▶ **Saved entries**
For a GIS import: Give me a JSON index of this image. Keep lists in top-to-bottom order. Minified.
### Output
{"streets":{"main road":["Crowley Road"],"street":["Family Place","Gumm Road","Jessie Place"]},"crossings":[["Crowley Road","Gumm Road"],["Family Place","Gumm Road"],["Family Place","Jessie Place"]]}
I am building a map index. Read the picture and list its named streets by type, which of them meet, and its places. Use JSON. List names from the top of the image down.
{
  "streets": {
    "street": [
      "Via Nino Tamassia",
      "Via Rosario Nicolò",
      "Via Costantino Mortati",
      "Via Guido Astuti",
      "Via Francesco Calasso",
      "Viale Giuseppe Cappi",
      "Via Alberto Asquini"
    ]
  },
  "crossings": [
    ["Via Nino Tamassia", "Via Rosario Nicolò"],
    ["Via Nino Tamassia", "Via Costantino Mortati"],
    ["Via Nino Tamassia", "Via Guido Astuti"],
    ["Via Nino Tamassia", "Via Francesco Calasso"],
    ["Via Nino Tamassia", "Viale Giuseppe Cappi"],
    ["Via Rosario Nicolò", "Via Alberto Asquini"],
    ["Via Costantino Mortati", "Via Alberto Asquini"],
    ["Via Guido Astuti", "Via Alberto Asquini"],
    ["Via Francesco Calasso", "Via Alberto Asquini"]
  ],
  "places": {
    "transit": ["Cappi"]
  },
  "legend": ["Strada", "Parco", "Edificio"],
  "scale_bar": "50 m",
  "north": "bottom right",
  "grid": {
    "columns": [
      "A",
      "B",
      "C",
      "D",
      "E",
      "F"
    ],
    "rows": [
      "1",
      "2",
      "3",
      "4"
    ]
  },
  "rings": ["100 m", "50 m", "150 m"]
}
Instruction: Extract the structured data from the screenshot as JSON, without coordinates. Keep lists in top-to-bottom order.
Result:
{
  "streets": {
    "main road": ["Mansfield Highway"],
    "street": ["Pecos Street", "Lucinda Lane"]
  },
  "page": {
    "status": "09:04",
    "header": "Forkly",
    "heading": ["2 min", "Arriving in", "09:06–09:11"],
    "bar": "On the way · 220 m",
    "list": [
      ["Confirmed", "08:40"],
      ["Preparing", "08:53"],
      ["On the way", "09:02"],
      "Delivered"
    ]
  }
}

▶ **What the task requires**
Set down, exactly as they appear, the lines above from the first one to the line that holds "Instruction: Extract the", both included, please, and no others.

▶ **Final answer**
For a GIS import: Give me a JSON index of this image. Keep lists in top-to-bottom order. Minified.
### Output
{"streets":{"main road":["Crowley Road"],"street":["Family Place","Gumm Road","Jessie Place"]},"crossings":[["Crowley Road","Gumm Road"],["Family Place","Gumm Road"],["Family Place","Jessie Place"]]}
I am building a map index. Read the picture and list its named streets by type, which of them meet, and its places. Use JSON. List names from the top of the image down.
{
  "streets": {
    "street": [
      "Via Nino Tamassia",
      "Via Rosario Nicolò",
      "Via Costantino Mortati",
      "Via Guido Astuti",
      "Via Francesco Calasso",
      "Viale Giuseppe Cappi",
      "Via Alberto Asquini"
    ]
  },
  "crossings": [
    ["Via Nino Tamassia", "Via Rosario Nicolò"],
    ["Via Nino Tamassia", "Via Costantino Mortati"],
    ["Via Nino Tamassia", "Via Guido Astuti"],
    ["Via Nino Tamassia", "Via Francesco Calasso"],
    ["Via Nino Tamassia", "Viale Giuseppe Cappi"],
    ["Via Rosario Nicolò", "Via Alberto Asquini"],
    ["Via Costantino Mortati", "Via Alberto Asquini"],
    ["Via Guido Astuti", "Via Alberto Asquini"],
    ["Via Francesco Calasso", "Via Alberto Asquini"]
  ],
  "places": {
    "transit": ["Cappi"]
  },
  "legend": ["Strada", "Parco", "Edificio"],
  "scale_bar": "50 m",
  "north": "bottom right",
  "grid": {
    "columns": [
      "A",
      "B",
      "C",
      "D",
      "E",
      "F"
    ],
    "rows": [
      "1",
      "2",
      "3",
      "4"
    ]
  },
  "rings": ["100 m", "50 m", "150 m"]
}
Instruction: Extract the structured data from the screenshot as JSON, without coordinates. Keep lists in top-to-bottom order.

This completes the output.